Le tribunal des activités économiques de Saint-Brieuc, le 8 octobre 2025, statue sur la poursuite de la période d’observation d’une société en sauvegarde. Le jugement initial du 5 février 2025 avait ouvert cette procédure et ordonné la période d’observation. L’administrateur judiciaire et le mandataire judiciaire sollicitent son maintien pour finaliser des plans de cession.

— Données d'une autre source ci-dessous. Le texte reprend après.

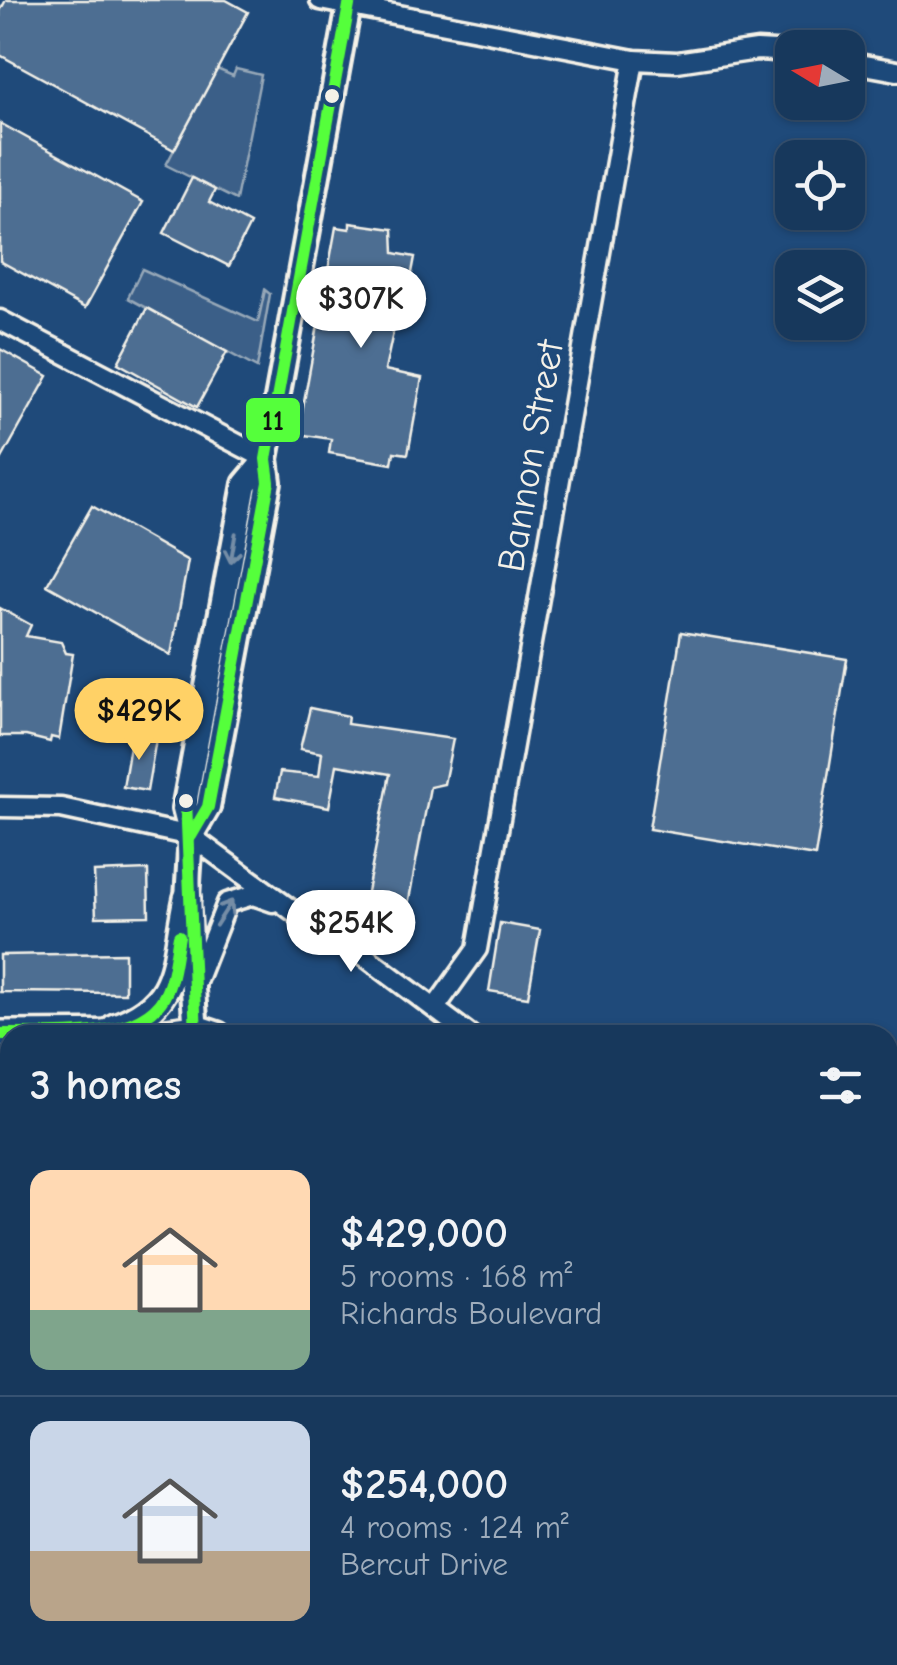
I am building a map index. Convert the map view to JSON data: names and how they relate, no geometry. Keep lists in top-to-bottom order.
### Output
{
  "streets": {
    "street": ["Bannon Street"]
  },
  "lines": ["transit line 11"],
  "north": "left",
  "page": {
    "price": ["$307K", "$429K", "$254K"],
    "heading": "3 homes",
    "list": [
      {
        "name": "$429,000",
        "note": "5 rooms · 168 m² · Richards Boulevard"
      },
      {
        "name": "$254,000",
        "note": "4 rooms · 124 m² · Bercut Drive"
      }
    ]
  }
}
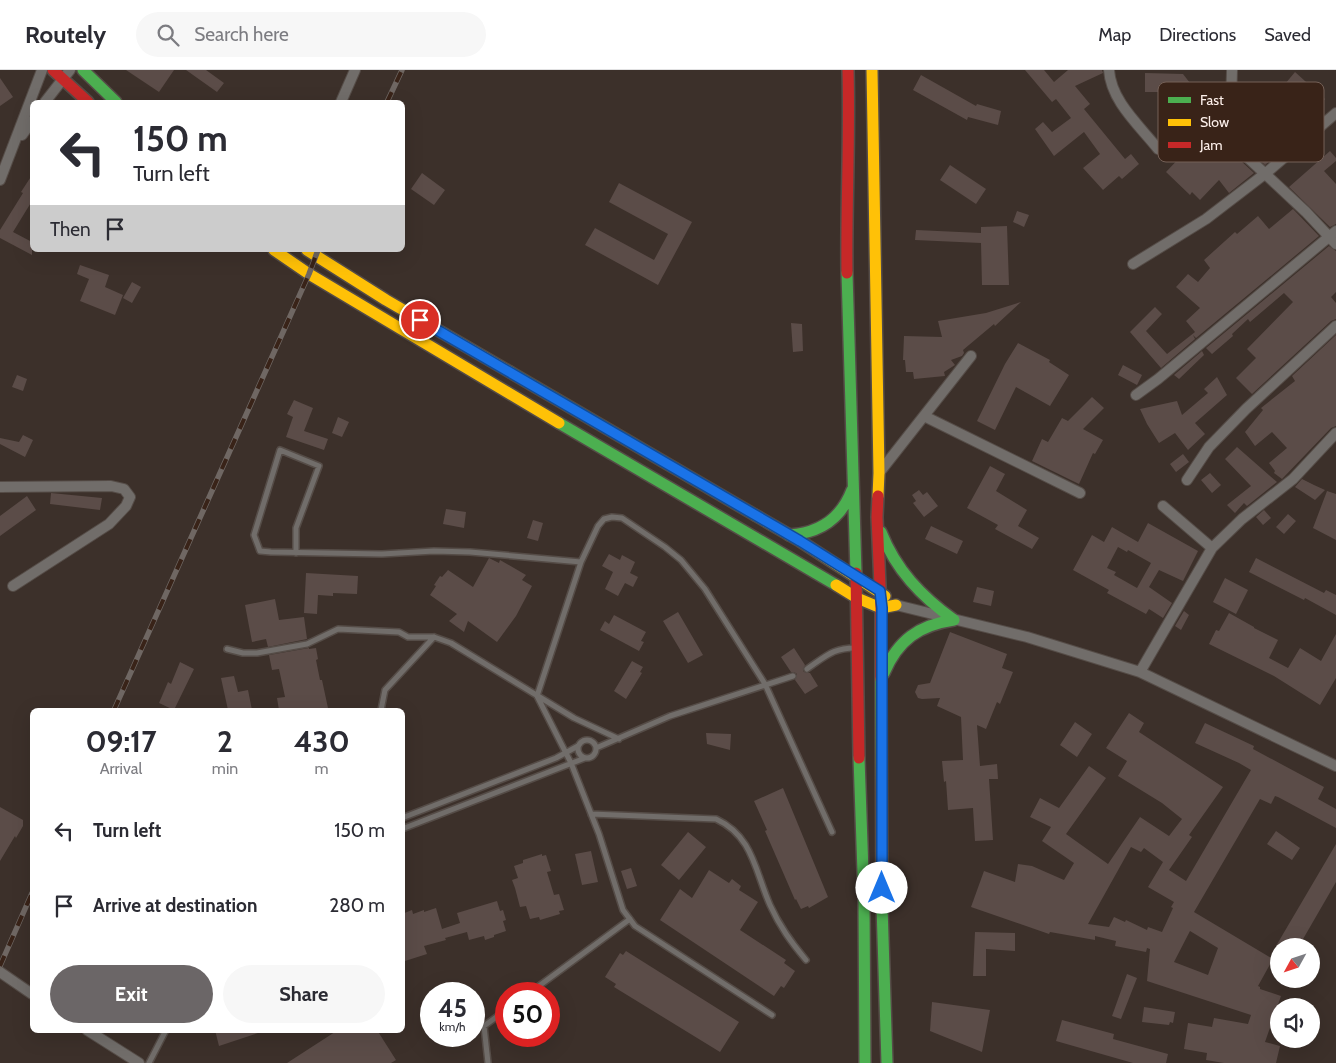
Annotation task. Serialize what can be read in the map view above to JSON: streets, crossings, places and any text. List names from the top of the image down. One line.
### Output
{"legend":["Fast","Slow","Jam"],"north":"bottom left","page":{"header":"Routely","search":"Search here","nav":["Map","Directions","Saved"],"turn":["150 m","Turn left"],"then":"Then","eta":["09:17","Arrival","2","min","430","m"],"list":[{"name":"Turn left","value":"150 m"},{"name":"Arrive at destination","value":"280 m"}],"buttons":["Exit","Share"],"speed":"45 km/h","limit":"50"}}
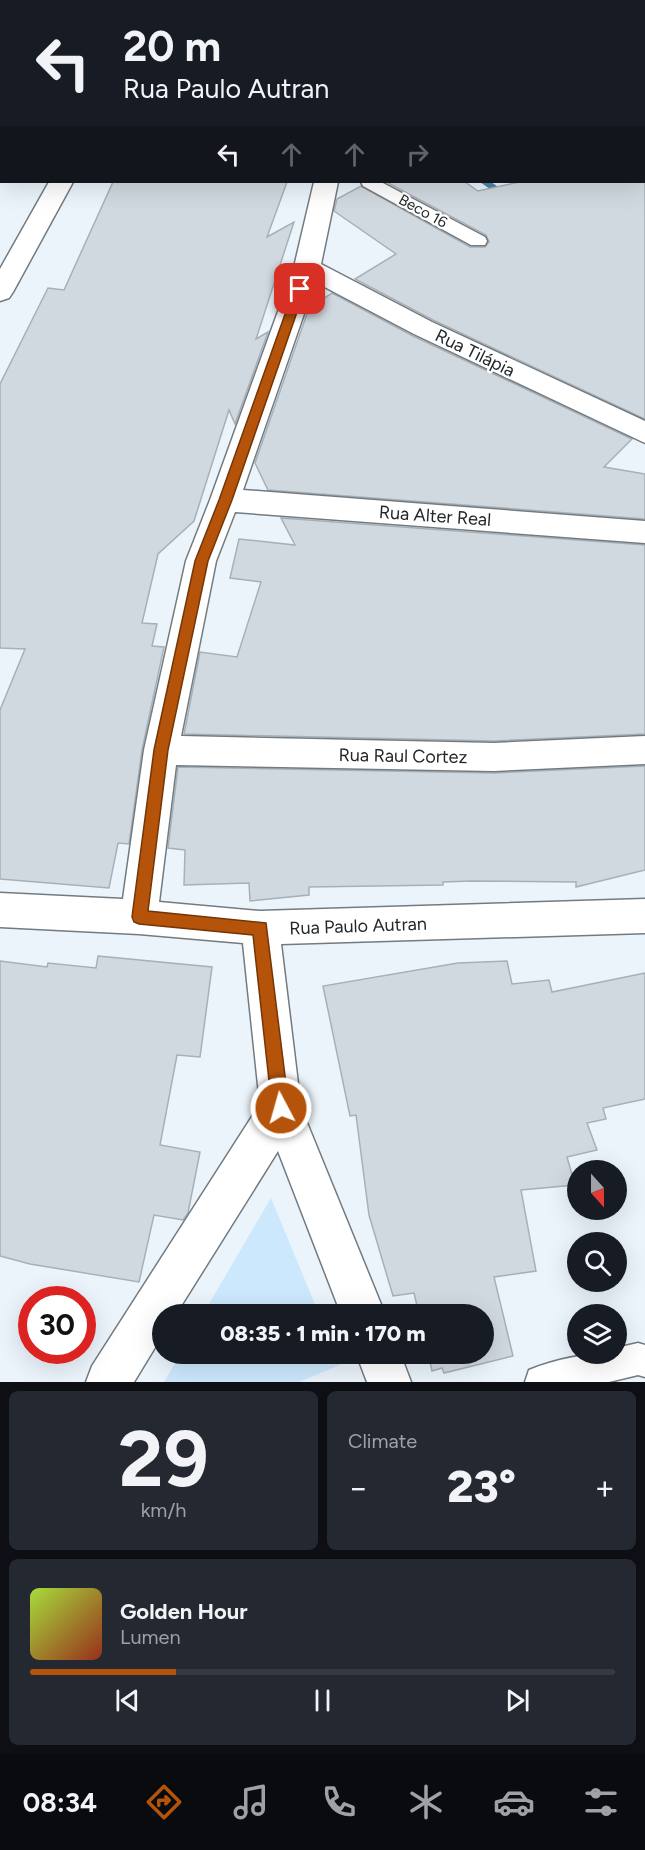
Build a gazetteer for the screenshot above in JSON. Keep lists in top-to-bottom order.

Le tribunal autorise la poursuite de l’activité jusqu’au terme de cette période, estimant la capacité financière suffisante.
La condition substantielle de la prolongation
Le tribunal fonde sa décision sur une appréciation concrète de la situation économique. Il vérifie d’abord la capacité à supporter les charges courantes de l’exploitation. Cette analyse financière est un préalable indispensable à toute poursuite de l’observation. Elle permet de s’assurer que l’activité ne creusera pas indûment le passif. Le juge retient ensuite l’existence de perspectives de redressement crédibles. La finalisation des plans de cession dans les sociétés d’exploitation constitue ici l’élément décisif. Cette double condition protège les intérêts des créanciers tout en offrant une chance de redressement.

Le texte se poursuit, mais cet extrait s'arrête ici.